Your task: Each entry should be set down exactly as written, except for any picture it holds.

Data under study:
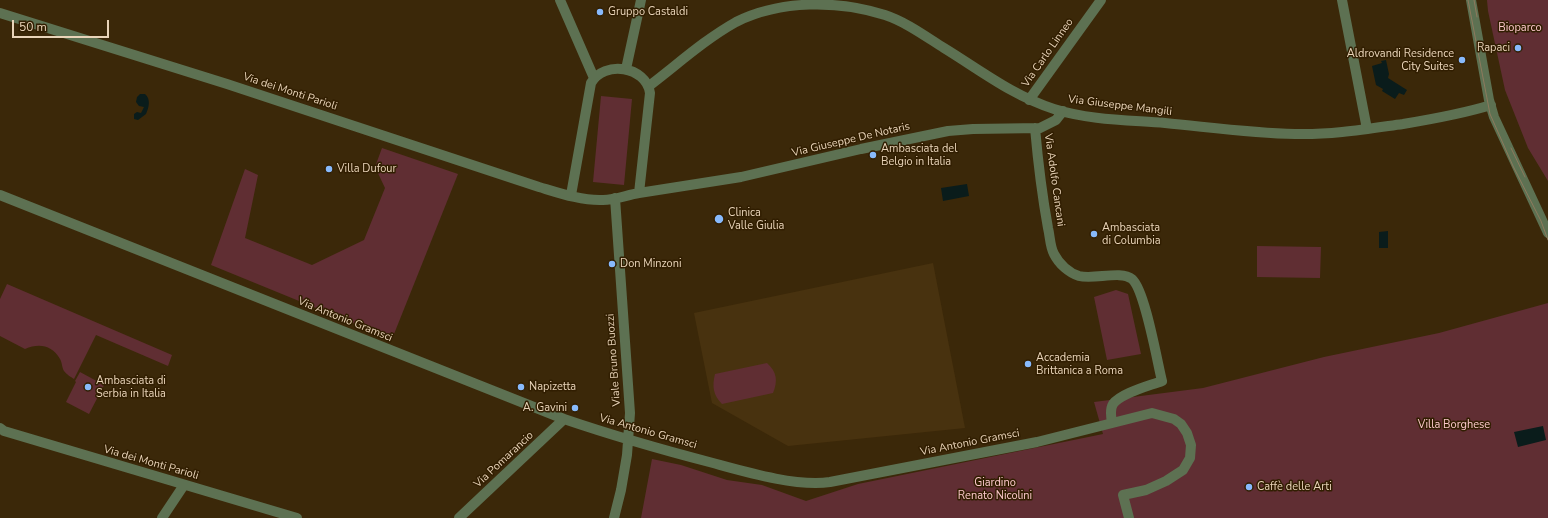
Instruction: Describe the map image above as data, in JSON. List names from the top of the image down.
{
  "streets": {
    "street": [
      "Via Carlo Linneo",
      "Via dei Monti Parioli",
      "Via Giuseppe Mangili",
      "Via Giuseppe De Notaris",
      "Via Adolfo Cancani",
      "Via Antonio Gramsci",
      "Viale Bruno Buozzi",
      "Via Pomarancio"
    ]
  },
  "crossings": [
    ["Via Carlo Linneo", "Via Giuseppe Mangili"],
    ["Via dei Monti Parioli", "Via Giuseppe De Notaris"],
    ["Via dei Monti Parioli", "Viale Bruno Buozzi"],
    ["Via Giuseppe Mangili", "Via Giuseppe De Notaris"],
    ["Via Giuseppe De Notaris", "Via Adolfo Cancani"],
    ["Via Giuseppe De Notaris", "Viale Bruno Buozzi"],
    ["Via Adolfo Cancani", "Via Antonio Gramsci"],
    ["Via Antonio Gramsci", "Viale Bruno Buozzi"],
    ["Via Antonio Gramsci", "Via Pomarancio"]
  ],
  "parks": ["Bioparco", "Villa Borghese", "Giardino Renato Nicolini"],
  "places": [
    "Gruppo Castaldi",
    "Rapaci",
    "Aldrovandi Residence City Suites",
    "Ambasciata del Belgio in Italia",
    "Villa Dufour",
    "Clinica Valle Giulia",
    "Ambasciata di Columbia",
    "Don Minzoni",
    "Accademia Brittanica a Roma",
    "Ambasciata di Serbia in Italia",
    "Napizetta",
    "A. Gavini",
    "Caffè delle Arti"
  ],
  "scale_bar": "50 m"
}
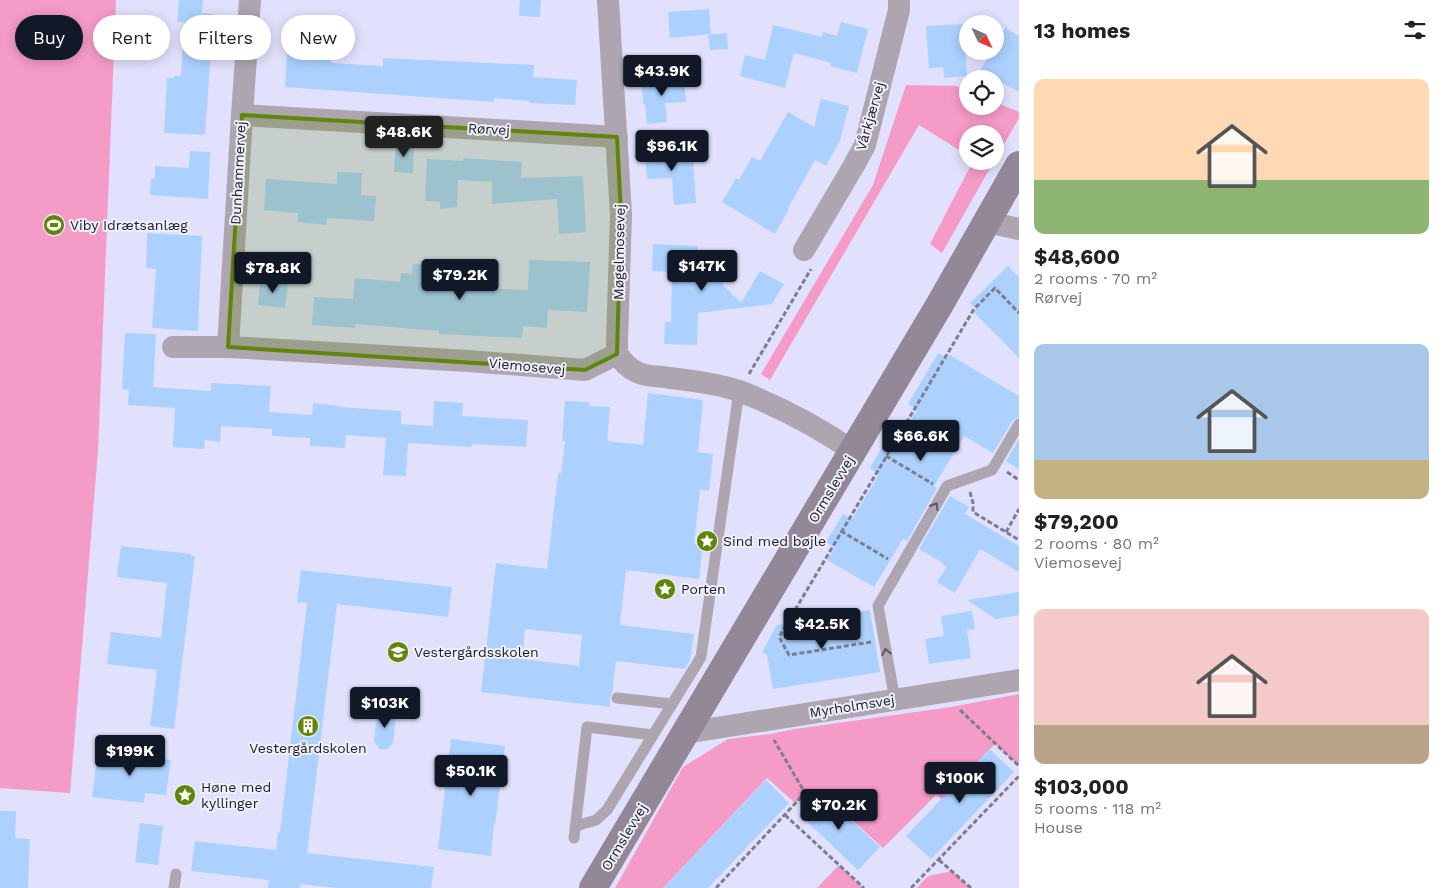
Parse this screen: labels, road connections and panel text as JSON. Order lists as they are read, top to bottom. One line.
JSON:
{"streets":{"street":["Vårkjærvej","Rørvej","Dunhammervej","Møgelmosevej","Viemosevej","Ormslevvej","Myrholmsvej"]},"crossings":[["Rørvej","Dunhammervej"],["Rørvej","Møgelmosevej"],["Dunhammervej","Viemosevej"],["Møgelmosevej","Viemosevej"],["Ormslevvej","Myrholmsvej"]],"places":{"sports":["Viby Idrætsanlæg"],"place":["Sind med bøjle","Porten","Høne med kyllinger"],"school or university":["Vestergårdsskolen"],"building":["Vestergårdskolen"]},"north":"bottom right","page":{"heading":"13 homes","chip":["Buy","Rent","Filters","New"],"price":["$43.9K","$48.6K","$96.1K","$147K","$78.8K","$79.2K","$66.6K","$42.5K","$103K","$199K","$50.1K","$100K","$70.2K"],"list":[{"name":"$48,600","note":"2 rooms · 70 m² · Rørvej"},{"name":"$79,200","note":"2 rooms · 80 m² · Viemosevej"},{"name":"$103,000","note":"5 rooms · 118 m² · House"}]}}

Written solution:
Instruction: Describe the map image above as data, in JSON. List names from the top of the image down.
{
  "streets": {
    "street": [
      "Via Carlo Linneo",
      "Via dei Monti Parioli",
      "Via Giuseppe Mangili",
      "Via Giuseppe De Notaris",
      "Via Adolfo Cancani",
      "Via Antonio Gramsci",
      "Viale Bruno Buozzi",
      "Via Pomarancio"
    ]
  },
  "crossings": [
    ["Via Carlo Linneo", "Via Giuseppe Mangili"],
    ["Via dei Monti Parioli", "Via Giuseppe De Notaris"],
    ["Via dei Monti Parioli", "Viale Bruno Buozzi"],
    ["Via Giuseppe Mangili", "Via Giuseppe De Notaris"],
    ["Via Giuseppe De Notaris", "Via Adolfo Cancani"],
    ["Via Giuseppe De Notaris", "Viale Bruno Buozzi"],
    ["Via Adolfo Cancani", "Via Antonio Gramsci"],
    ["Via Antonio Gramsci", "Viale Bruno Buozzi"],
    ["Via Antonio Gramsci", "Via Pomarancio"]
  ],
  "parks": ["Bioparco", "Villa Borghese", "Giardino Renato Nicolini"],
  "places": [
    "Gruppo Castaldi",
    "Rapaci",
    "Aldrovandi Residence City Suites",
    "Ambasciata del Belgio in Italia",
    "Villa Dufour",
    "Clinica Valle Giulia",
    "Ambasciata di Columbia",
    "Don Minzoni",
    "Accademia Brittanica a Roma",
    "Ambasciata di Serbia in Italia",
    "Napizetta",
    "A. Gavini",
    "Caffè delle Arti"
  ],
  "scale_bar": "50 m"
}
Parse this screen: labels, road connections and panel text as JSON. Order lists as they are read, top to bottom. One line.
JSON:
{"streets":{"street":["Vårkjærvej","Rørvej","Dunhammervej","Møgelmosevej","Viemosevej","Ormslevvej","Myrholmsvej"]},"crossings":[["Rørvej","Dunhammervej"],["Rørvej","Møgelmosevej"],["Dunhammervej","Viemosevej"],["Møgelmosevej","Viemosevej"],["Ormslevvej","Myrholmsvej"]],"places":{"sports":["Viby Idrætsanlæg"],"place":["Sind med bøjle","Porten","Høne med kyllinger"],"school or university":["Vestergårdsskolen"],"building":["Vestergårdskolen"]},"north":"bottom right","page":{"heading":"13 homes","chip":["Buy","Rent","Filters","New"],"price":["$43.9K","$48.6K","$96.1K","$147K","$78.8K","$79.2K","$66.6K","$42.5K","$103K","$199K","$50.1K","$100K","$70.2K"],"list":[{"name":"$48,600","note":"2 rooms · 70 m² · Rørvej"},{"name":"$79,200","note":"2 rooms · 80 m² · Viemosevej"},{"name":"$103,000","note":"5 rooms · 118 m² · House"}]}}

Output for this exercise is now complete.